U.S. NSA spied on 60 million Spanish phone calls in a month: report
MADRID (Reuters) - The U.S. National Security Agency (NSA) recently tracked over 60 million calls in Spain in the space of a month, a Spanish newspaper said on Monday, citing a document which it said formed part of papers obtained from ex-NSA con...
MADRID (Reuters) - The U.S. National Security Agency (NSA) recently tracked over 60 million calls in Spain in the space of a month, a Spanish newspaper said on Monday, citing a document which it said formed part of papers obtained from ex-NSA contractor Edward Snowden.
Spain's government has so far said it was not aware its citizens had been spied on by the NSA, which has been accused of accessing tens of thousands of French phone records and monitoring the phone of German chancellor Angela Merkel.
Spain on Friday resisted calls from Germany for the European Union's 28 member states to reach a "no-spy deal", similar to an agreement Berlin and Paris are seeking, though Prime Minister Mariano Rajoy said the country was looking for more information.
El Mundo newspaper on Monday reproduced a graphic, which it said was an NSA document showing the agency had spied on 60.5 million phone calls in Spain between December 10, 2012 and January 8 this year.

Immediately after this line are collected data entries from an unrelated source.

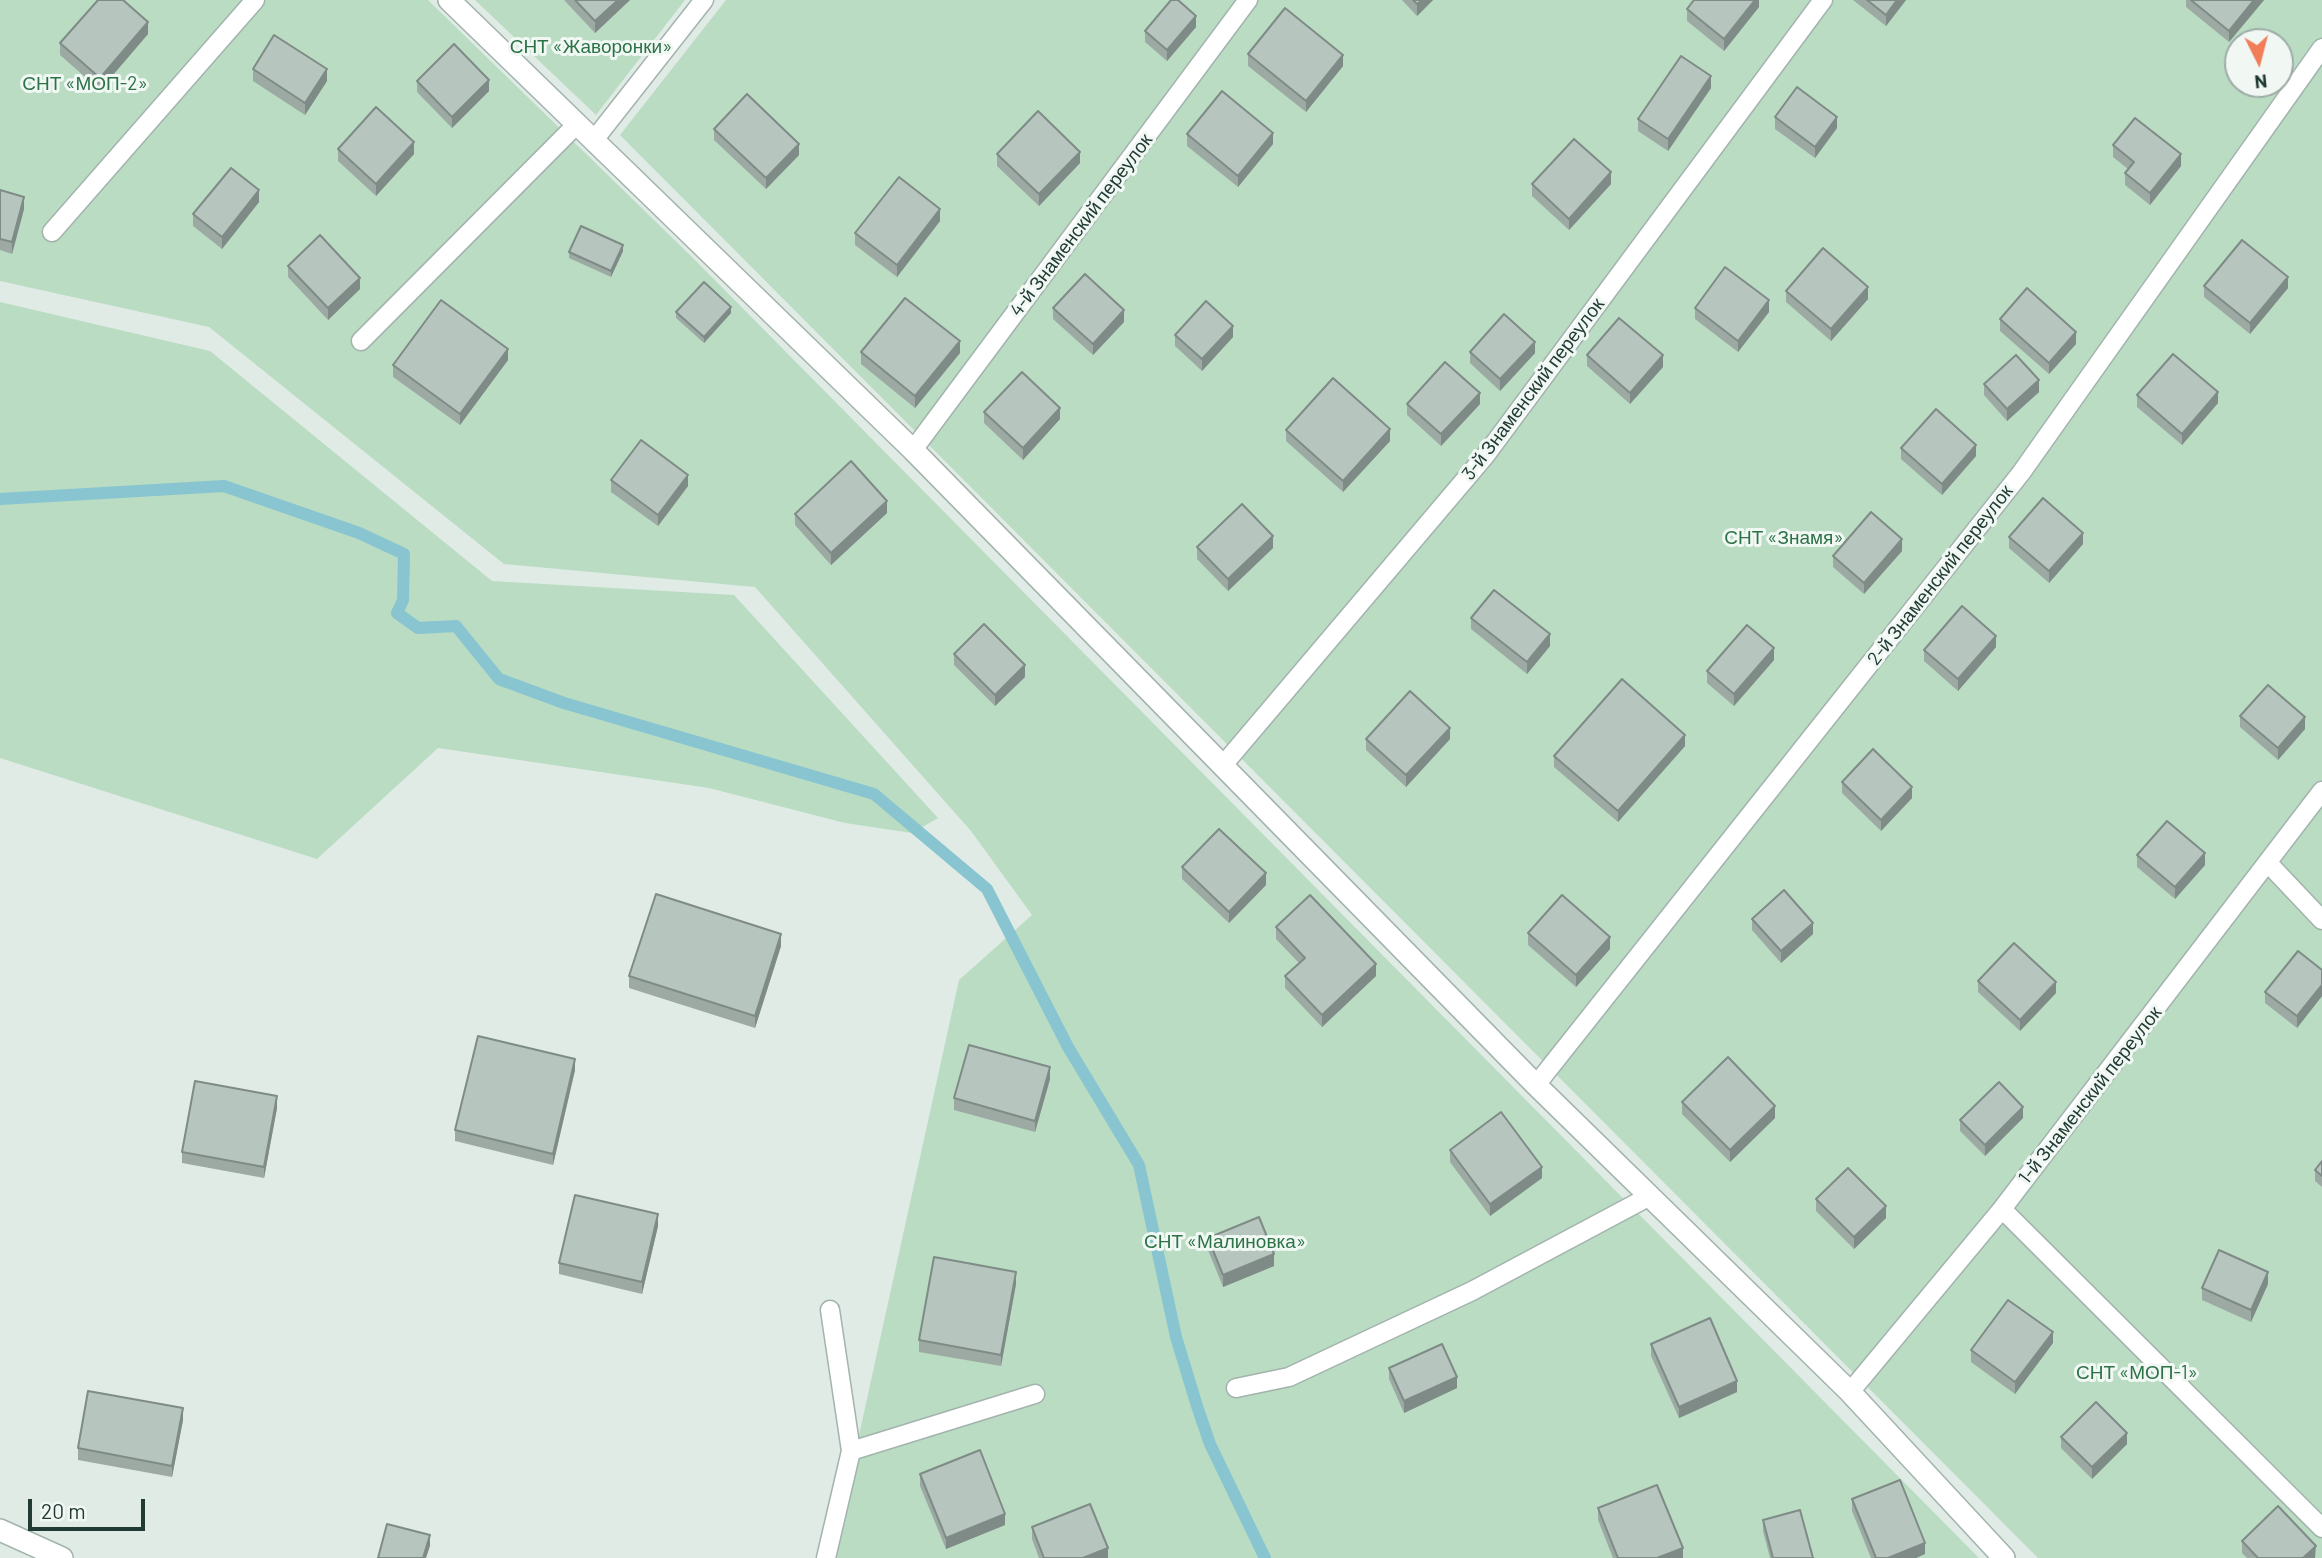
<!DOCTYPE html>
<html>
<head>
<meta charset="utf-8">
<style>
	body { margin:0 }
	#map { position:relative; width:2322px; height:1558px; overflow:hidden; background:#e0ebe6; font-family:Barlow,sans-serif }
	canvas { display:block }
	.north { position:absolute; left:2224px; top:28px; width:70px; height:70px; box-sizing:border-box; background:#f1f8f4; border:2px solid #9eaca7; border-radius:50%; rotate:174deg; font-size:19px; font-weight:700; line-height:28px; text-align:center; color:#213b34 }
	.north::after { content:''; display:block; margin:auto; width:24px; height:32px; background:#f17e58; clip-path:polygon(50% 0,100% 100%,50% 72%,0 100%) }
	.scale { position:absolute; left:28px; top:1499px; width:117px; height:32px; box-sizing:border-box; border:4px solid #213b34; border-top:0; padding-left:9px; font-size:21px; line-height:24px; white-space:nowrap; color:#213b34; -webkit-text-stroke:5px #f1f8f4; paint-order:stroke }
</style>
</head>
<body>
<div id="map">
<canvas width="2322" height="1558"></canvas>
<div class="north">N</div>
<div class="scale">20 m</div>
</div>
<script>
const g = document.querySelector('canvas').getContext('2d');
g.lineJoin = 'round';
function fillPath(path, color) { g.fillStyle = color; g.fill(path, 'evenodd'); }
const toPath = rows => new Path2D(rows.map(r => 'M' + r).join(''));
function stroke(path, color, width, dash) { g.strokeStyle = color; g.lineWidth = width; g.lineCap = dash ? 'butt' : 'round'; g.setLineDash(dash || []); g.stroke(path); }
function label(font, color, halo, rows, align = 'center') {
  g.font = font + ' Barlow,sans-serif'; g.lineWidth = 6; g.setLineDash([]); g.textBaseline = 'middle'; g.strokeStyle = halo; g.fillStyle = color; for (const [text, x, y, turn = 0] of rows) {
    g.save(); g.translate(x, y); g.rotate((+turn || 0) * Math.PI / 180); g.textAlign = isNaN(turn) ? turn : align; if (halo) g.strokeText(text, 0, 0); g.fillText(text, 0, 0); g.restore();
  }
}
const green = toPath([
	[0,0,428,0,692,257,1979,1558,832,1558,959,980,1032,915,971,831,755,587,504,564,209,327,0,281],
	[475,0,685,0,596,115],
	[726,0,2322,0,2322,1558,2038,1558,620,135],
	[2238,42,2280,42,2280,84,2238,84],
	[0,302,210,351,492,581,734,595,938,818,912,833,845,823,709,788,438,748,317,859,0,758]
]);
const stream = toPath([
	[0,499,224,486,359,533,404,554,403,600,397,613,418,628,456,626,499,679,564,703,874,794,987,889,1068,1047,1139,1165,1176,1337,1197,1406,1210,1444,1265,1558]
]);
const lane = toPath([
	[594,140,704,0],
	[52,232,255,0],
	[361,341,577,124],
	[913,450,1248,0],
	[1224,764,1485,456,1823,0],
	[2268,863,2322,920],
	[1536,1085,2021,473,2322,48],
	[2002,1209,2322,1528],
	[830,1310,851,1451],
	[1236,1388,1289,1377,1472,1291,1650,1196],
	[1850,1392,2002,1209,2322,791],
	[826,1558,851,1451,1035,1394]
]);
const street = toPath([
	[449,0,913,450,1536,1085,1850,1392,2004,1558],
	[0,1530,62,1558]
]);
const wall = toPath([
	[564,0,630,0,595,33],
	[1402,0,1433,0,1417,16],
	[1759,0,1759,7,1724,51,1687,21,1687,9],
	[1853,0,1906,0,1886,26],
	[2186,0,2264,0,2229,42,2186,7],
	[1196,27,1167,61,1145,42,1145,31],
	[148,34,100,90,60,55,60,43],
	[1248,54,1343,66,1306,112,1248,66],
	[253,69,327,81,305,115,253,81],
	[417,81,489,91,452,128,417,92],
	[1711,88,1668,151,1638,131,1638,119],
	[1775,117,1837,128,1815,158,1775,129],
	[714,129,799,155,766,189,714,140],
	[1187,134,1273,144,1238,187,1187,146],
	[2113,145,2181,166,2150,205,2125,185,2125,173,2128,169,2113,157],
	[338,149,414,154,376,196,338,161],
	[997,154,1080,163,1039,206,997,166],
	[1532,184,1611,184,1569,230,1532,196],
	[0,190,24,209,12,254,0,250],
	[259,202,222,249,193,226,193,214],
	[940,221,897,277,855,245,855,233],
	[623,251,611,277,569,258,569,252],
	[288,266,360,289,328,320,288,277],
	[2204,286,2288,288,2250,334,2204,297],
	[1786,291,1868,299,1831,341,1786,302],
	[1053,308,1124,322,1093,355,1053,319],
	[1695,308,1769,312,1738,352,1695,319],
	[676,312,731,313,704,343,676,318],
	[2000,319,2076,344,2049,374,2000,331],
	[1175,335,1233,337,1202,371,1175,346],
	[861,352,960,353,915,408,861,364],
	[1470,352,1535,353,1500,391,1470,363],
	[1587,355,1663,367,1630,404,1587,366],
	[508,360,460,425,393,377,393,365],
	[1984,384,2039,392,2007,421,1984,395],
	[2137,395,2218,403,2182,445,2137,407],
	[1407,404,1480,404,1441,446,1407,415],
	[984,412,1060,419,1023,460,984,423],
	[1286,430,1390,441,1343,492,1286,441],
	[1901,448,1976,456,1942,495,1901,459],
	[611,480,688,486,658,526,611,492],
	[887,513,831,565,795,525,795,514],
	[2009,537,2083,544,2049,583,2009,548],
	[1197,547,1273,548,1228,591,1197,559],
	[1902,551,1864,594,1833,567,1833,556],
	[1471,618,1550,646,1527,674,1471,629],
	[1996,647,1958,691,1924,661,1924,650],
	[954,654,1025,677,995,706,954,665],
	[1774,660,1734,706,1707,683,1707,671],
	[2240,716,2305,729,2278,760,2240,727],
	[1366,739,1450,739,1406,787,1366,750],
	[1685,746,1618,822,1554,767,1554,756],
	[1842,782,1912,798,1881,831,1842,793],
	[2137,855,2205,865,2175,899,2137,867],
	[1182,867,1266,885,1229,923,1182,879],
	[1752,919,1813,934,1781,963,1752,930],
	[1276,927,1376,976,1322,1027,1285,988,1285,976,1299,963,1276,939],
	[1528,933,1610,949,1576,987,1528,945],
	[781,946,755,1028,629,988,629,976],
	[2322,970,2322,996,2297,1028,2265,1003,2265,992],
	[1978,981,2056,993,2020,1031,1978,992],
	[575,1070,553,1165,455,1141,455,1130],
	[1050,1079,1035,1132,954,1110,954,1098],
	[1682,1102,1775,1118,1730,1162,1682,1114],
	[277,1108,264,1178,182,1163,182,1152],
	[2023,1118,1985,1156,1960,1131,1960,1120],
	[1450,1150,1542,1178,1490,1216,1450,1162],
	[2322,1161,2322,1187,2315,1181,2315,1170],
	[1816,1199,1886,1218,1854,1249,1816,1211],
	[658,1226,642,1294,559,1274,559,1263],
	[1208,1238,1274,1266,1223,1287,1208,1250],
	[1016,1284,1001,1366,919,1352,919,1340],
	[2268,1284,2251,1322,2202,1300,2202,1288],
	[2053,1343,2015,1394,1971,1362,1971,1350],
	[1651,1344,1737,1392,1679,1418,1651,1356],
	[1389,1368,1457,1388,1404,1413,1389,1379],
	[183,1420,172,1477,78,1460,78,1448],
	[2061,1437,2127,1444,2092,1479,2061,1448],
	[920,1474,1005,1525,946,1549,920,1486],
	[1852,1499,1925,1554,1916,1558,1871,1558,1852,1511],
	[1598,1508,1683,1558,1613,1558,1598,1520],
	[1763,1520,1813,1558,1770,1558,1763,1531],
	[1032,1527,1108,1558,1039,1558,1032,1539],
	[2242,1541,2316,1557,2247,1558,2242,1553]
]);
const shadedWall = toPath([
	[618,0,630,0,595,33,595,21],
	[1422,0,1433,0,1417,16,1417,4],
	[1755,0,1759,0,1759,7,1724,51,1724,39],
	[1897,0,1906,0,1886,26,1886,15],
	[2254,0,2264,0,2229,42,2229,31],
	[1196,16,1196,27,1167,61,1167,50],
	[148,22,148,34,100,90,100,78],
	[1343,55,1343,66,1306,112,1306,101],
	[327,69,327,81,305,115,305,103],
	[1711,76,1711,88,1668,151,1668,139],
	[489,80,489,91,452,128,452,117],
	[1837,117,1837,128,1815,158,1815,147],
	[1273,133,1273,144,1238,187,1238,176],
	[414,142,414,154,376,196,376,184],
	[799,144,799,155,766,189,766,178],
	[1080,152,1080,163,1039,206,1039,194],
	[2181,154,2181,166,2150,205,2150,193],
	[1611,172,1611,184,1569,230,1569,219],
	[259,190,259,202,222,249,222,237],
	[24,197,24,209,12,254,12,242],
	[940,209,940,221,897,277,897,265],
	[623,245,623,251,611,277,611,271],
	[2288,277,2288,288,2250,334,2250,323],
	[360,278,360,289,328,320,328,308],
	[1868,287,1868,299,1831,341,1831,329],
	[1769,300,1769,312,1738,352,1738,341],
	[731,307,731,313,704,343,704,337],
	[1124,310,1124,322,1093,355,1093,344],
	[1233,326,1233,337,1202,371,1202,359],
	[2076,332,2076,344,2049,374,2049,363],
	[960,341,960,353,915,408,915,396],
	[1535,342,1535,353,1500,391,1500,379],
	[508,349,508,360,460,425,460,414],
	[1663,355,1663,367,1630,404,1630,393],
	[2039,380,2039,392,2007,421,2007,409],
	[2218,392,2218,403,2182,445,2182,434],
	[1480,393,1480,404,1441,446,1441,434],
	[1060,408,1060,419,1023,460,1023,448],
	[1390,429,1390,441,1343,492,1343,481],
	[1976,445,1976,456,1942,495,1942,484],
	[688,475,688,486,658,526,658,515],
	[887,501,887,513,831,565,831,553],
	[2083,533,2083,544,2049,583,2049,571],
	[1273,536,1273,548,1228,591,1228,579],
	[1902,539,1902,551,1864,594,1864,583],
	[1550,634,1550,646,1527,674,1527,662],
	[1996,636,1996,647,1958,691,1958,679],
	[1774,648,1774,660,1734,706,1734,694],
	[1025,665,1025,677,995,706,995,695],
	[2305,717,2305,729,2278,760,2278,748],
	[1450,728,1450,739,1406,787,1406,775],
	[1685,735,1685,746,1618,822,1618,811],
	[1912,787,1912,798,1881,831,1881,820],
	[2205,853,2205,865,2175,899,2175,887],
	[1266,873,1266,885,1229,923,1229,912],
	[1813,923,1813,934,1781,963,1781,951],
	[781,934,781,946,755,1028,755,1016],
	[1610,937,1610,949,1576,987,1576,975],
	[1376,964,1376,976,1322,1027,1322,1015],
	[2056,982,2056,993,2020,1031,2020,1020],
	[2322,985,2322,996,2297,1028,2297,1016],
	[575,1059,575,1070,553,1165,553,1154],
	[1050,1067,1050,1079,1035,1132,1035,1121],
	[277,1096,277,1108,264,1178,264,1167],
	[1775,1106,1775,1118,1730,1162,1730,1150],
	[2023,1107,2023,1118,1985,1156,1985,1145],
	[1542,1167,1542,1178,1490,1216,1490,1204],
	[1886,1206,1886,1218,1854,1249,1854,1237],
	[658,1214,658,1226,642,1294,642,1282],
	[1274,1254,1274,1266,1223,1287,1223,1275],
	[1016,1272,1016,1284,1001,1366,1001,1355],
	[2268,1272,2268,1284,2251,1322,2251,1310],
	[2053,1332,2053,1343,2015,1394,2015,1382],
	[1457,1377,1457,1388,1404,1413,1404,1401],
	[1737,1381,1737,1392,1679,1418,1679,1407],
	[183,1408,183,1420,172,1477,172,1466],
	[2127,1433,2127,1444,2092,1479,2092,1467],
	[1005,1514,1005,1525,946,1549,946,1538],
	[430,1535,430,1546,426,1558,423,1558],
	[1925,1543,1925,1554,1916,1558,1888,1558],
	[2316,1546,2315,1558,2303,1558],
	[1108,1548,1108,1558,1083,1558],
	[1683,1548,1683,1558,1657,1558]
]);
const building = toPath([
	[98,0,123,0,148,22,100,78,60,43,98,0],
	[575,0,618,0,595,21,575,0],
	[1171,0,1178,0,1196,16,1167,50,1145,31,1171,0],
	[1413,0,1422,0,1417,4,1413,0],
	[1694,0,1755,0,1724,39,1687,9,1694,0],
	[1867,0,1897,0,1886,15,1867,0],
	[2191,0,2254,0,2229,31,2191,0],
	[1285,8,1343,55,1306,101,1248,54,1285,8],
	[274,35,327,69,305,103,253,69,274,35],
	[454,44,489,80,452,117,417,81,454,44],
	[1681,56,1711,76,1668,139,1638,119,1681,56],
	[1797,87,1837,117,1815,147,1775,117,1797,87],
	[1222,91,1273,133,1238,176,1187,134,1222,91],
	[747,94,799,144,766,178,714,129,747,94],
	[376,107,414,142,376,184,338,149,376,107],
	[1038,111,1080,152,1039,194,997,154,1038,111],
	[2135,118,2181,154,2150,193,2125,173,2134,162,2113,145,2135,118],
	[1574,139,1611,172,1569,219,1532,184,1574,139],
	[231,168,259,190,222,237,193,214,231,168],
	[899,177,940,209,897,265,855,233,899,177],
	[0,190,24,197,12,242,0,239,0,190],
	[581,226,623,245,611,271,569,252,581,226],
	[320,235,360,278,328,308,288,266,320,235],
	[2242,240,2288,277,2250,323,2204,286,2242,240],
	[1823,248,1868,287,1831,329,1786,291,1823,248],
	[1725,267,1769,300,1738,341,1695,308,1725,267],
	[1085,274,1124,310,1093,344,1053,308,1085,274],
	[704,282,731,307,704,337,676,312,704,282],
	[2027,288,2076,332,2049,363,2000,319,2027,288],
	[905,298,960,341,915,396,861,352,905,298],
	[441,300,508,349,460,414,393,365,441,300],
	[1206,301,1233,326,1202,359,1175,335,1206,301],
	[1504,314,1535,342,1500,379,1470,352,1504,314],
	[1619,318,1663,355,1630,393,1587,355,1619,318],
	[2173,354,2218,392,2182,434,2137,395,2173,354],
	[2016,355,2039,380,2007,409,1984,384,2016,355],
	[1445,362,1480,393,1441,434,1407,404,1445,362],
	[1022,372,1060,408,1023,448,984,412,1022,372],
	[1333,378,1390,429,1343,481,1286,430,1333,378],
	[1936,409,1976,445,1942,484,1901,448,1936,409],
	[641,440,688,475,658,515,611,480,641,440],
	[851,461,887,501,831,553,795,514,851,461],
	[2043,498,2083,533,2049,571,2009,537,2043,498],
	[1242,504,1273,536,1228,579,1197,547,1242,504],
	[1871,512,1902,539,1864,583,1833,556,1871,512],
	[1494,590,1550,634,1527,662,1471,618,1494,590],
	[1962,606,1996,636,1958,679,1924,650,1962,606],
	[984,624,1025,665,995,695,954,654,984,624],
	[1747,625,1774,648,1734,694,1707,671,1747,625],
	[1622,679,1685,735,1618,811,1554,756,1622,679],
	[2268,685,2305,717,2278,748,2240,716,2268,685],
	[1410,691,1450,728,1406,775,1366,739,1410,691],
	[1873,749,1912,787,1881,820,1842,782,1873,749],
	[2167,821,2205,853,2175,887,2137,855,2167,821],
	[1219,829,1266,873,1229,912,1182,867,1219,829],
	[1784,890,1813,923,1781,951,1752,919,1784,890],
	[656,894,781,934,755,1016,629,976,656,894],
	[1310,895,1376,964,1322,1015,1285,976,1305,958,1276,927,1310,895],
	[1562,895,1610,937,1576,975,1528,933,1562,895],
	[2014,943,2056,982,2020,1020,1978,981,2014,943],
	[2298,951,2322,970,2322,985,2297,1016,2265,992,2298,951],
	[478,1036,575,1059,553,1154,455,1130,478,1036],
	[969,1045,1050,1067,1035,1121,954,1098,969,1045],
	[1728,1057,1775,1106,1730,1150,1682,1102,1728,1057],
	[195,1081,277,1096,264,1167,182,1152,195,1081],
	[1999,1082,2023,1107,1985,1145,1960,1120,1999,1082],
	[1501,1112,1542,1167,1490,1204,1450,1150,1501,1112],
	[2322,1161,2322,1176,2315,1170,2322,1161],
	[1848,1168,1886,1206,1854,1237,1816,1199,1848,1168],
	[575,1195,658,1214,642,1282,559,1263,575,1195],
	[1259,1217,1274,1254,1223,1275,1208,1238,1259,1217],
	[2219,1250,2268,1272,2251,1310,2202,1288,2219,1250],
	[934,1257,1016,1272,1001,1355,919,1340,934,1257],
	[2008,1300,2053,1332,2015,1382,1971,1350,2008,1300],
	[1710,1318,1737,1381,1679,1407,1651,1344,1710,1318],
	[1442,1344,1457,1377,1404,1401,1389,1368,1442,1344],
	[88,1391,183,1408,172,1466,78,1448,88,1391],
	[2096,1402,2127,1433,2092,1467,2061,1437,2096,1402],
	[980,1450,1005,1514,946,1538,920,1474,980,1450],
	[1900,1480,1925,1543,1888,1558,1876,1558,1852,1499,1900,1480],
	[1657,1485,1683,1548,1657,1558,1618,1558,1598,1508,1657,1485],
	[1090,1504,1108,1548,1083,1558,1044,1558,1032,1527,1090,1504],
	[2278,1506,2316,1546,2303,1558,2258,1558,2242,1541,2278,1506],
	[1800,1510,1813,1558,1773,1558,1763,1520,1800,1510],
	[387,1524,430,1535,423,1558,378,1558,387,1524]
]);
const parkNames = [
	["СНТ «Жаворонки»",591,47],
	["СНТ «МОП-2»",85,84],
	["СНТ «Знамя»",1784,538],
	["СНТ «Малиновка»",1225,1242],
	["СНТ «МОП-1»",2137,1373]
];
const streetNames = [
	["4-й Знаменский переулок",1081,225,-53],
	["3-й Знаменский переулок",1533,389,-53],
	["2-й Знаменский переулок",1940,575,-52],
	["1-й Знаменский переулок",2090,1095,-52]
];
fillPath(green, '#b9dcc3');
stroke(stream, '#88c5d0', 12);
stroke(lane, '#a3b3ad', 21);
stroke(street, '#a3b3ad', 24);
stroke(lane, '#fff', 18);
stroke(street, '#fff', 21);
fillPath(wall, '#9daaa4');
fillPath(shadedWall, '#7f8b86');
fillPath(building, '#b6c6bf');
stroke(building, '#7f8b86', 2);
label('19px', '#2c7247', '#f1f8f4', parkNames);
label('19px', '#213b34', '#f1f8f4', streetNames);
</script>
</body>
</html>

The newspaper said it had reached a deal with Glenn Greenwald, the Brazil-based journalist who has worked with other media on information provided to him by Snowden, to get access to documents affecting Spain.
El Mundo said the telephone monitoring did not appear to track the content of calls but their duration and where they took place.
Spain's European secretary of state and the U.S. ambassador in Spain were scheduled to meet on Monday, after Rajoy said on Friday he too would seek more details from the ambassador.
"We'll see once we have more information if we decide to join with what France and Germany have done," Rajoy told a news conference in Brussels on Friday.
"But these aren't decisions which correspond to the European Union but questions related to national security and exclusive responsibility of member states. France and Germany have decided to do one thing and the rest of us may decide to do the same, or something else."
Snowden is currently living in Russia, out of reach of U.S. attempts to arrest him.